Kelas mulai ramai, anak-anak yang dari tadi tekun menghadapi kanvas mereka mulai jalan-jalan di dalam kelas, melihat kerjaan teman-teman yang lain. Aku menarik napas dan menghembuskannya cepat-cepat. Aku tak mungkin akan menyelesaikan sketsa hari ini. Aku menoleh ke belakang dan mendapati Anggit sedang menggambarkan Janu seekor kuda, kepala hingga leher. Aku beranjak dari kursiku dan menghampiri mereka.

"Kalian gambar apa?" tanyaku sambil melongok ke kanvas Anggit dan Janu bergantian. Anggit masih diam, sepertinya berkonsentrasi menggambarkan Janu. Janu hanya nyengir dan tak menjawab. Kanvas Anggit sedikit sekali gambarnya, tipis saja. Ada seorang perempuan yang duduk di jendela yang besar, membelakangiku.

"Sketsamu gini doang?" tanyaku kepada Anggit yang beranjak kembali ke tempat duduknya. Dan ia hanya nyengir lebar tak menjawab pertanyaanku.

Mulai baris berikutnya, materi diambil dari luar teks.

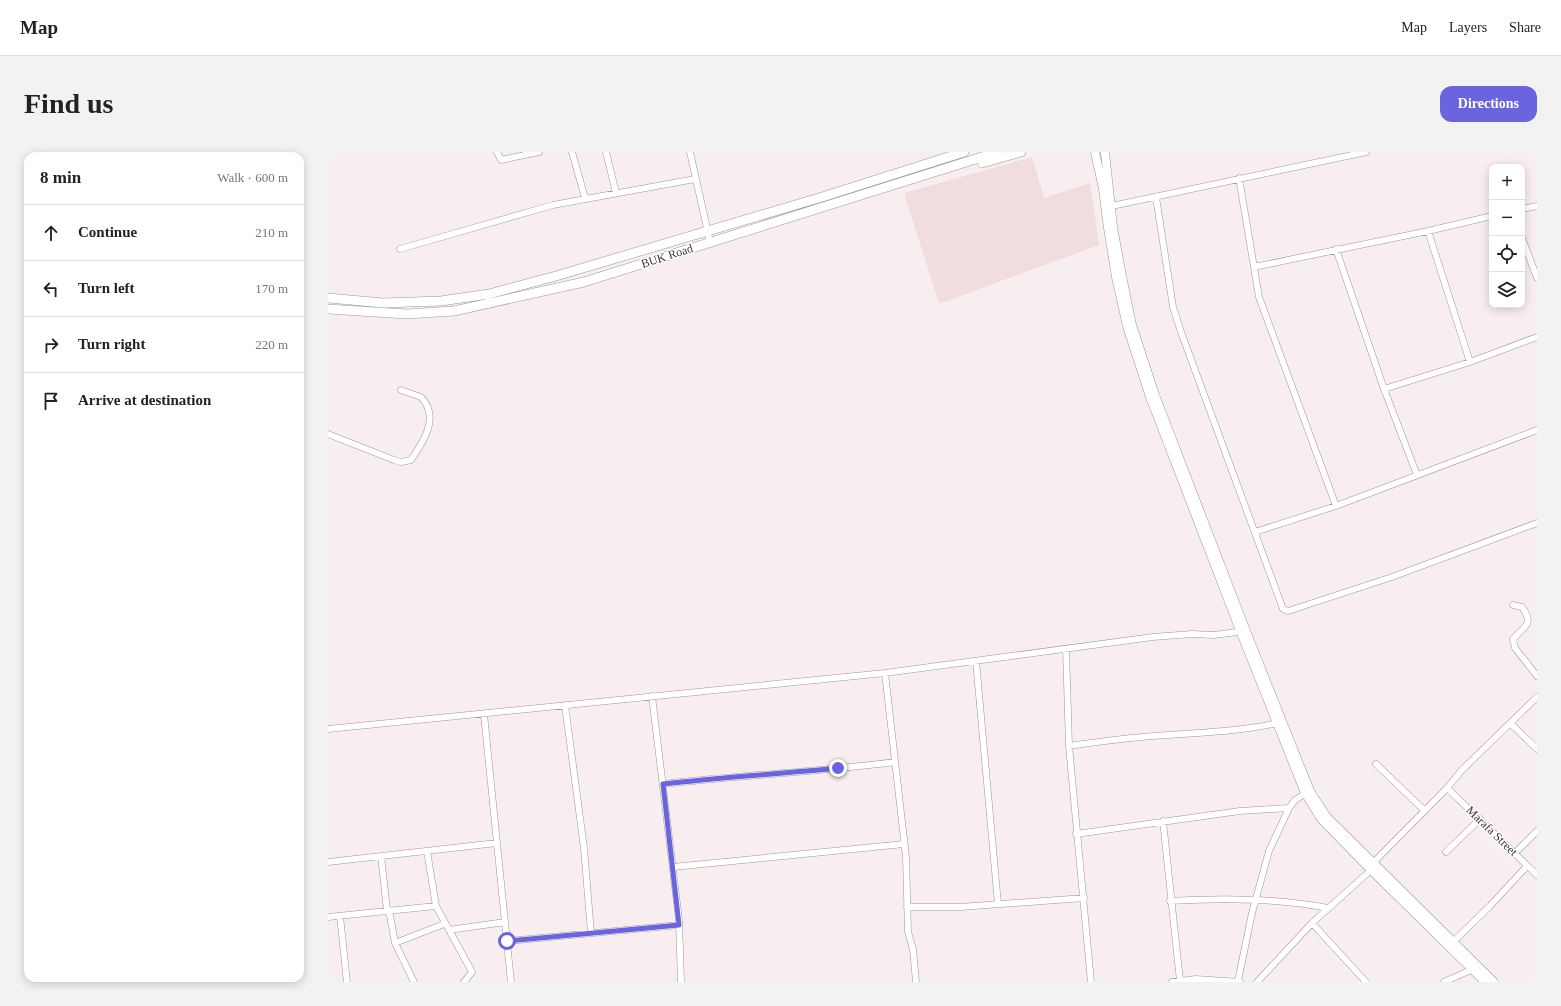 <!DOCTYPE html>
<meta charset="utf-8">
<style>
body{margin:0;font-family:"Times New Roman",serif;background:#f2f2f2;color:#222}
.controls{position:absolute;right:12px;top:12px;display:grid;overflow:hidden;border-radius:8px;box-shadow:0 2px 10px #0003}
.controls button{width:36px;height:36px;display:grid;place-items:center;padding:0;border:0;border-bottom:1px solid #e0e0e0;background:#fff;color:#222;font:20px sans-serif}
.stop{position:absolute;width:12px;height:12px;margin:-9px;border:3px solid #6a64de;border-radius:50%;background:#fff}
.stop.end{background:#6a64de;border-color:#fff;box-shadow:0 1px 4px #0008}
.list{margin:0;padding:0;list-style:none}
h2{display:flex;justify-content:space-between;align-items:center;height:52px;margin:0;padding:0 16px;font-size:17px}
h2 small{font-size:13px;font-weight:400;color:#767676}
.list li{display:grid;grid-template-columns:26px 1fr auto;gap:12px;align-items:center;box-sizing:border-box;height:56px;padding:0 16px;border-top:1px solid #e0e0e0}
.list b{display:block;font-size:15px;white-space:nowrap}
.list em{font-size:13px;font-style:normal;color:#767676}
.icon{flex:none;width:22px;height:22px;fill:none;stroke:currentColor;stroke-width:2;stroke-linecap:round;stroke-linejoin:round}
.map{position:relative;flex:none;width:1209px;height:830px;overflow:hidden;border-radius:12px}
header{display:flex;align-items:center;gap:24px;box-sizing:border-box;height:56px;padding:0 20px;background:#fff;border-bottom:1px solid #e0e0e0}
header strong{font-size:19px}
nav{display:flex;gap:22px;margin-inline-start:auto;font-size:14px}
.intro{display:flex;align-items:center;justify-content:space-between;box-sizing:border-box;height:96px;padding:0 24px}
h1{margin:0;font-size:28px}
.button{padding:10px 18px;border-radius:12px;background:#6a64de;color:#fff;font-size:14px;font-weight:700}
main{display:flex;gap:24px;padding:0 24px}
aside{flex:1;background:#fff;border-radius:12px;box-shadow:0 2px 10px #0003}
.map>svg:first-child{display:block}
.built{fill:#f1ddde}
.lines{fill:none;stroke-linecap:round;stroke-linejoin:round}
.minor-casing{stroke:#9f9595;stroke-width:7}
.secondary-casing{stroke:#9f9595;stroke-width:9}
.primary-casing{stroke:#9f9595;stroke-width:10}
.minor{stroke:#fff;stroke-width:6}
.secondary{stroke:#fff;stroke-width:8}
.primary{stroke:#fff;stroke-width:9}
.route{stroke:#6a64de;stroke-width:5}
.labels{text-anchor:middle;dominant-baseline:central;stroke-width:3;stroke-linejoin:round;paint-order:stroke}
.street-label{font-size:12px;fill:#3d3838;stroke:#fff}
</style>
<header>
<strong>Map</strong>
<nav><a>Map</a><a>Layers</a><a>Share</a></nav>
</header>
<div class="intro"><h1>Find us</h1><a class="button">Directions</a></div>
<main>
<aside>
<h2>8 min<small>Walk · 600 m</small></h2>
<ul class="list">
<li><svg class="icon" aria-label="ahead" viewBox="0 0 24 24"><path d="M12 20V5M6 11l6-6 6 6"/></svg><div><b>Continue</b></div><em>210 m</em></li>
<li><svg class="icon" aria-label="left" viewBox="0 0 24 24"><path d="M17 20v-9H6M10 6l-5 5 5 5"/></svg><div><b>Turn left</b></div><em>170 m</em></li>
<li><svg class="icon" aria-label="right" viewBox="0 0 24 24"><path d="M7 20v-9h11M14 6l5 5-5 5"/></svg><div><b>Turn right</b></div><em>220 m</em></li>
<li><svg class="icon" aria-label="arrive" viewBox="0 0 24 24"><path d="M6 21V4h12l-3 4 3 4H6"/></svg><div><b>Arrive at destination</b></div></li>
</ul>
</aside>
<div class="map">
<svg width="1209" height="830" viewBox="0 0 1209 830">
<rect width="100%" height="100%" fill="#f9eeef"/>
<path class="built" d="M704,5L716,46L762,31L771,93L611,152L576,41Z"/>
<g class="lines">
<g class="minor-casing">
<path id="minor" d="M169,0L173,8L211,0
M244,0L257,46
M278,0L288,41
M362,0L382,90
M911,26L931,145L1008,354
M828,45L845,155L853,180L955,457L960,459L1064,425L1209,371
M779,55L1038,0
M1194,57L1209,54
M1100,79L1142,210
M1194,86L1209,126
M72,97L225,53L367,27
M1008,97L1056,237L1089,323
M926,115L1100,79L1164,64
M1056,237L1142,210L1209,185
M0,282L66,308L73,310L83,308C96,289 112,265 93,245L73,238
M927,380L1008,354L1209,278
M1185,453L1194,455C1207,473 1196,474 1185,487L1187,496L1209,524
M738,497L741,594L763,830
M648,509L670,752
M557,521L578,705L580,780L585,797L588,830
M324,544L351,768L353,830
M237,553L256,696L263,781
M156,562L183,830
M1183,572L1209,597
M0,577L557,521L825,485L864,482L886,483L917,479
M741,594C769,590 797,586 826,584C867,581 909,580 950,571
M1048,612L1097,659
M335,632C413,623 490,620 567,610
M1119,636L1209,723
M835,669L852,829
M748,682L912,659L961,656
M99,699L108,754L144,820L136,830
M1118,700L1152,667
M1187,701L1209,679
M53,704L59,758
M0,710L169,691
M1045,711L1119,636L1134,618L1209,545
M345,715L576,692
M842,749C893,746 950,746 1000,756
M579,755H632L756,746
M61,758L67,791L86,830
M12,764L19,830
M0,765L108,754
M984,771L1038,830
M121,778L177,770
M179,789L351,773
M1125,790L1162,754L1199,714
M67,791L116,772
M910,829L924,761L941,699L961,656L967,648L980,640
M844,830L868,827L912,830
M929,830L984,771L1043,718
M1116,830L1145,817"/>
</g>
<g class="secondary-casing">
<path id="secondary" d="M767,0L775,37L780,76L788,125L799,174L822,245L913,481L977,641L993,667L1043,718L1157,830
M777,0L785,75L794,124L804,173L827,243L918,479L982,639L998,664L1166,830"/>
</g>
<g class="primary-casing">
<path id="primary" d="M654,11L693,0
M0,146L55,151L113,149L161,142L228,124L491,46L636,0
M0,157L79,162L126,159L256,130L670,0"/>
</g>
<use href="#minor" class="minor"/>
<use href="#secondary" class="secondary"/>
<use href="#primary" class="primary"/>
</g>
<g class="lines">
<path class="route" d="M179,789L351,773L335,632C394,625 452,622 510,616"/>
</g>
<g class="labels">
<g class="street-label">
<text transform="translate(339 104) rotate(-18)">BUK Road</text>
<text transform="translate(1164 679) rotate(44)">Marafa Street</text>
</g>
</g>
</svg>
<div class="controls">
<button>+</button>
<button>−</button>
<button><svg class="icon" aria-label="locate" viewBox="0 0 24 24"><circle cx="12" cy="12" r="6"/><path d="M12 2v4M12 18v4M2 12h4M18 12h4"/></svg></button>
<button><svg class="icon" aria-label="layers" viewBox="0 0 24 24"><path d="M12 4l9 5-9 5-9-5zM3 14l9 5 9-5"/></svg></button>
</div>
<div class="stop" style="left:179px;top:789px"></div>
<div class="stop end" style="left:510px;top:616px"></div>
</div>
</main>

"Jan! Janu!" teriak Pram dari depan pintu. Serentak kami bertiga menoleh ke arah Pram. Ia tergesa-gesa sekali masuk ke dalam studio. Beberapa anak kelas menatapnya dengan tatapan penasaran.

"Gawat! Kamu harus ikut aku." katanya sambil menarik Janu berdiri dari duduknya. Tubuh Pram yang besar dengan mudah menarik Janu yang sama besarnya berdiri dari kursi. Tapi Janu sedikit mengelak dengan menarik kembali tangannya.

"Apaan sih?" tanya Janu penasaran.

"Pokoknya gawat! Kamu harus ikut."

"Apa? Ada yang berkelahi?"

"Udah, jangan banyak tanya, pokoknya kamu ikut saja!" kata Pram sambil kembali menyeret Janu untuk bergerak. Pram menatapku dan Anggit yang terpaku di tempat.

"Kalian berdua ikut juga."

Tanpa memberi penjelasan, ia menyeret Janu keluar. Aku dan Anggit saling mengerling satu sama lain lalu menyusul mereka. Di luar studio, beberapa anak berjalan menuju ke arah Hall, arah yang sepertinya dituju Pram dan Janu. Aku sebenarnya cukup heran. Memang ini jam pelajaran terakhir dan sebagian kelas pasti sudah selesai. Tapi mengapa banyak dari mereka berlarian menuju Hall seperti sebuah eksodus Musa dari tanak Mesir?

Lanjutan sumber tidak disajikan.